My youngest son's musical education - OK, indoctrination - seems to have hit a snag.
I thought I was doing the right thing by teaching him to appreciate '70s and '80s classic rock - you know, as opposed to today's tunes, with their violent and suggestive lyrics. Now he wants to know what "hot-blooded" means and whether "fat-bottomed girls" really do "make the rockin' world go round."
This all started back in the fall when my son, then 10, requested an iPod for Christmas. His mother and I told him no, he wasn't old enough yet either to take care of such a small and fragile device or to walk around in public in a catatonic state.
So then he asked if he could borrow my iPod occasionally, just to listen to it around the house. Sure, I said. I figured, what the heck, he might even benefit from being exposed to all those great bands: Boston, Foreigner, Journey, Queen, Fleetwood Mac, The Eagles. I know I sure benefited, although my therapist is less certain.
Anyway, the experiment worked fine for a while. I can't tell you how satisfying it is to hear your 11-year-old belting out, in his adorable little falsetto, "I close my eyes, and she drifts awayyyy-ay-ayyyy!" while fingering his air guitar. I'm thinking, "At last, I understand how Mozart's parents must have felt."
But then the questions started. "Dad, what does 'never made it with the ladies' mean?" (Answer: "It means, son, that he, um, never really got into scrapbooking.")
"Dad, what does he mean when he says 'come on baby, do you do more than dance?' What else does he want her to do?" ("Sing, son. He wants to know if she can sing, too.")

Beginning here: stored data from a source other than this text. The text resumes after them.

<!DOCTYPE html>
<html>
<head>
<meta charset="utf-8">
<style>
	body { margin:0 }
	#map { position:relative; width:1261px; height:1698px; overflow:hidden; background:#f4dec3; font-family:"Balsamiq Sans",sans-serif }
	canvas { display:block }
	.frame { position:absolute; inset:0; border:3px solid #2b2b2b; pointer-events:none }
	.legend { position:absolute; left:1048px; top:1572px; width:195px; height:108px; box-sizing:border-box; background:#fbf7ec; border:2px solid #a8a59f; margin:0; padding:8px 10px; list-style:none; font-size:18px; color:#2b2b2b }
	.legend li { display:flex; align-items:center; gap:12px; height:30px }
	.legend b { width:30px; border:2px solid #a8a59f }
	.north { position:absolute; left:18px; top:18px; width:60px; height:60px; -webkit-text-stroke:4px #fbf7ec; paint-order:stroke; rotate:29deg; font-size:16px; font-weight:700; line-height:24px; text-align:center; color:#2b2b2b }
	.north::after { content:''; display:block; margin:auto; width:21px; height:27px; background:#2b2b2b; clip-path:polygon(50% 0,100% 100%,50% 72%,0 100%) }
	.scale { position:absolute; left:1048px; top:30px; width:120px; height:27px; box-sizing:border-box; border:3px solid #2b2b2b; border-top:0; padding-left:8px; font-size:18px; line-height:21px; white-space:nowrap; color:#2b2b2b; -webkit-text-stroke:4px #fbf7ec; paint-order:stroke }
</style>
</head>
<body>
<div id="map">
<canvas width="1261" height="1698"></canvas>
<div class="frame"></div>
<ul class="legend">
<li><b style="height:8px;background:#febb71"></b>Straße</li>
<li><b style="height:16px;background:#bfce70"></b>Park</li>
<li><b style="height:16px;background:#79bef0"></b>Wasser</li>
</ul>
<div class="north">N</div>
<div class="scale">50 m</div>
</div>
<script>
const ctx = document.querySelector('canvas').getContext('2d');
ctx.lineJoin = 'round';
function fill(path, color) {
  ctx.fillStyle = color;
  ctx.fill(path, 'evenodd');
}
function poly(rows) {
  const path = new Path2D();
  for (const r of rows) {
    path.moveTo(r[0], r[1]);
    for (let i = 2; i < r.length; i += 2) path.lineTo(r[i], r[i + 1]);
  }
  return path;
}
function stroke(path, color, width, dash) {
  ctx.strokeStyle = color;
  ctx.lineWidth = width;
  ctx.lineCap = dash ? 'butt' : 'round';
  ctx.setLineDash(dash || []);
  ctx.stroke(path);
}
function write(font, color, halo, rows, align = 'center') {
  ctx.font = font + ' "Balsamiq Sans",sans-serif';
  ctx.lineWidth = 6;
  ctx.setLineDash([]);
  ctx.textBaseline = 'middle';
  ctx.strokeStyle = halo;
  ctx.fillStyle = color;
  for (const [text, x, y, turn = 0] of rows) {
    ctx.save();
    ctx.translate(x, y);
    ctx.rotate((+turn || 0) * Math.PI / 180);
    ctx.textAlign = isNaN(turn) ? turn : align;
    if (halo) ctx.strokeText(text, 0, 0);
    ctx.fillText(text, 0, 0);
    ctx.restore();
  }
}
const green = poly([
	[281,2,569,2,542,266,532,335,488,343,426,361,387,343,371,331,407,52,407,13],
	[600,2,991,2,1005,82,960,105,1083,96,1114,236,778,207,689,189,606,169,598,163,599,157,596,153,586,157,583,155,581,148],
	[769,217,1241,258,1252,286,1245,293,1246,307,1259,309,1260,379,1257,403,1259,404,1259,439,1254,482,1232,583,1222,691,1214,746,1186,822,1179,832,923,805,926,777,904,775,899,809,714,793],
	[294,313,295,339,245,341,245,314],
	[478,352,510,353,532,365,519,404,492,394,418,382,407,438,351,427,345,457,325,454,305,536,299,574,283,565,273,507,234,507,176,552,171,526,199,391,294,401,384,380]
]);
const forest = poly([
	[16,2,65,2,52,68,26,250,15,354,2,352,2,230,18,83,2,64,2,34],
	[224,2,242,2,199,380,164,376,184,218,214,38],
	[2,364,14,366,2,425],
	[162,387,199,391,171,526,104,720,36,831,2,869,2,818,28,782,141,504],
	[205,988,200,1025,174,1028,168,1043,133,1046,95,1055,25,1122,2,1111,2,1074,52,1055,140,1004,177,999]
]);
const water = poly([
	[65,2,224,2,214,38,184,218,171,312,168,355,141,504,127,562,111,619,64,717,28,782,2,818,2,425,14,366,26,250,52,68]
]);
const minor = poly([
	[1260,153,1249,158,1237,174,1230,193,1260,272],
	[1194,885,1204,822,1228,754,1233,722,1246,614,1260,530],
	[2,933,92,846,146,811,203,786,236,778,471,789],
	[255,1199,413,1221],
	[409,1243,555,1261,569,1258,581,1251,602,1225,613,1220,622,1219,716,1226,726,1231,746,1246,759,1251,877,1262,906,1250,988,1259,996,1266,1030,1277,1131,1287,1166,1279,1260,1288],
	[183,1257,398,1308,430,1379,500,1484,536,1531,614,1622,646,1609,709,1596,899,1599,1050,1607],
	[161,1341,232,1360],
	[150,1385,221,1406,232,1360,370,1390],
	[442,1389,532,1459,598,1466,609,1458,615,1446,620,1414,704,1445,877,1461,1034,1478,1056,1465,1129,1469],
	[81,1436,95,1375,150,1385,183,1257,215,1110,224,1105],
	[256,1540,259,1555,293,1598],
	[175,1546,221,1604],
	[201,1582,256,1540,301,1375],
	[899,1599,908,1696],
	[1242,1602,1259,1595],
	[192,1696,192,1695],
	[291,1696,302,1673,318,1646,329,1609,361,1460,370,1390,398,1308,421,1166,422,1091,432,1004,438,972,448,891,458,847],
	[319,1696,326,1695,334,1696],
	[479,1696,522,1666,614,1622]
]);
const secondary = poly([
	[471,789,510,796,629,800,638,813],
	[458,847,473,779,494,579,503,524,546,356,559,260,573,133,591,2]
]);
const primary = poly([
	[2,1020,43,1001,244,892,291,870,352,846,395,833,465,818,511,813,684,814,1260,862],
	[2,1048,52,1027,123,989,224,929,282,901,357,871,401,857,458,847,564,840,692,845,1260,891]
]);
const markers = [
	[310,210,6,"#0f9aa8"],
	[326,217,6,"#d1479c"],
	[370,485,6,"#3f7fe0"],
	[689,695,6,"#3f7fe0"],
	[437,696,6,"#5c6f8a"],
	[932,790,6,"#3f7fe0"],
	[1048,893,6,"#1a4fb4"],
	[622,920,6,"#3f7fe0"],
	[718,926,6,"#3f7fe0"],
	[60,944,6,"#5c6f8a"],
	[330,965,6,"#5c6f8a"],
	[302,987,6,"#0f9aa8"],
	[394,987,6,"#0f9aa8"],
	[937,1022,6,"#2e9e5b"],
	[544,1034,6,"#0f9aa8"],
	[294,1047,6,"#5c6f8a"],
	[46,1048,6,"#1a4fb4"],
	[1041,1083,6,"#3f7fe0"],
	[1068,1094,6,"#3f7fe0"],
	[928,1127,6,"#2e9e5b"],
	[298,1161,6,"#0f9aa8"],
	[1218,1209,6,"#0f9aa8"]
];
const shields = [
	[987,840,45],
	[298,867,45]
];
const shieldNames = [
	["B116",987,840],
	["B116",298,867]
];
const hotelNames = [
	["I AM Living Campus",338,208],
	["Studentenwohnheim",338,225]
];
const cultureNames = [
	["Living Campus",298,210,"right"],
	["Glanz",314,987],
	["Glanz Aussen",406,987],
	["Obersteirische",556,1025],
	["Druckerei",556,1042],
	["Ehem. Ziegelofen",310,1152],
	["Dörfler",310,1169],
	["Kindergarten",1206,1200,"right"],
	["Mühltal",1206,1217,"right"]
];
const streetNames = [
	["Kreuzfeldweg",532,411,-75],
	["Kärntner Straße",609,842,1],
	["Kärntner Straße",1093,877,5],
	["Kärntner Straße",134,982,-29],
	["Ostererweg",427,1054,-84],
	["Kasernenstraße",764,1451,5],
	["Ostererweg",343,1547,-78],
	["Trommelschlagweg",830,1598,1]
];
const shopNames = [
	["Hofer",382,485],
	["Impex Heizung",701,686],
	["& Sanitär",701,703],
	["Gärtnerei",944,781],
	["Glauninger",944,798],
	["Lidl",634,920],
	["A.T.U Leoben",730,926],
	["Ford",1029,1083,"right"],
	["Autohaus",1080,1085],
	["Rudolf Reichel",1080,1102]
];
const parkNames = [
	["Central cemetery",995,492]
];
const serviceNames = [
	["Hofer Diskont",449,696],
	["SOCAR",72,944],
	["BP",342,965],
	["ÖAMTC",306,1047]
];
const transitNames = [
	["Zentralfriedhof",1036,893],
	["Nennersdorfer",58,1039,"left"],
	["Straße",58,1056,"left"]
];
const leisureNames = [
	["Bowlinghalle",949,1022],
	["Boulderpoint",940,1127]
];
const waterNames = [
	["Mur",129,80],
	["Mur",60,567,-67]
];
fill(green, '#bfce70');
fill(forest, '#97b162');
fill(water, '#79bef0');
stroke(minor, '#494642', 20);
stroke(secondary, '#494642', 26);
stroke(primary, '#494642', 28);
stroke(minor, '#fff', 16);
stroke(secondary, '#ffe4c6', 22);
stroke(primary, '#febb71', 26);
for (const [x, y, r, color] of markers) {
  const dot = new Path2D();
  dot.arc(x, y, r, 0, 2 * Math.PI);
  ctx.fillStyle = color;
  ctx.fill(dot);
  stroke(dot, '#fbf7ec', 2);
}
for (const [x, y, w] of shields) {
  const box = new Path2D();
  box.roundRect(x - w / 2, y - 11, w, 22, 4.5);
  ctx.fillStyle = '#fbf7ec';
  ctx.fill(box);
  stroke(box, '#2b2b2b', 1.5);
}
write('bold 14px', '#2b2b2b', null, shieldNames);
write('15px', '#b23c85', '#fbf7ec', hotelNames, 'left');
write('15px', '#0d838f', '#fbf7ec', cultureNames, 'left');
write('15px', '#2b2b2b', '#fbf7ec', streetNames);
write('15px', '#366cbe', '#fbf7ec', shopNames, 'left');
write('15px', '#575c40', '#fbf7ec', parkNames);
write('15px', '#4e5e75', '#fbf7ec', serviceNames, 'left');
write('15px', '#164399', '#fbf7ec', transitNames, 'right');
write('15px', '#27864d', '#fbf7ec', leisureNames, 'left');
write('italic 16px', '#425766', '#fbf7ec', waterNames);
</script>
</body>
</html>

"Dad, what's a levee? And why were those good ol' boys drinkin' whiskey and rye? What is rye, anyway?" (After he understood what a levee is and just how much drinking goes on in that song, he wanted to know if it was set in New Orleans.)
"Dad, what does it mean, 'they had one thing in common, they were good in --'" ("All right, give me that iPod, son. Now.")
Fortunately, I'd downloaded quite a few songs that either have nonsense lyrics, like "Blinded by the Light," by Manfred Mann's Earth Band ("little early birdy came by in his twirly-whirly"?) or just have lyrics that no one can understand, such as anything by Led Zeppelin.
Some songs even fall into both categories. Here's how my son renders Queen's "Bohemian Rhapsody": "I'm just a little still-a-wetto, I'm a man, got a moose, got a moose, can you do that thang and go." Which, when you think about it, makes about as much sense as Freddie Mercury's original version.
So all in all, my experiment in musical enrichment hasn't been a complete failure. Somehow, I think Fanny would have approved.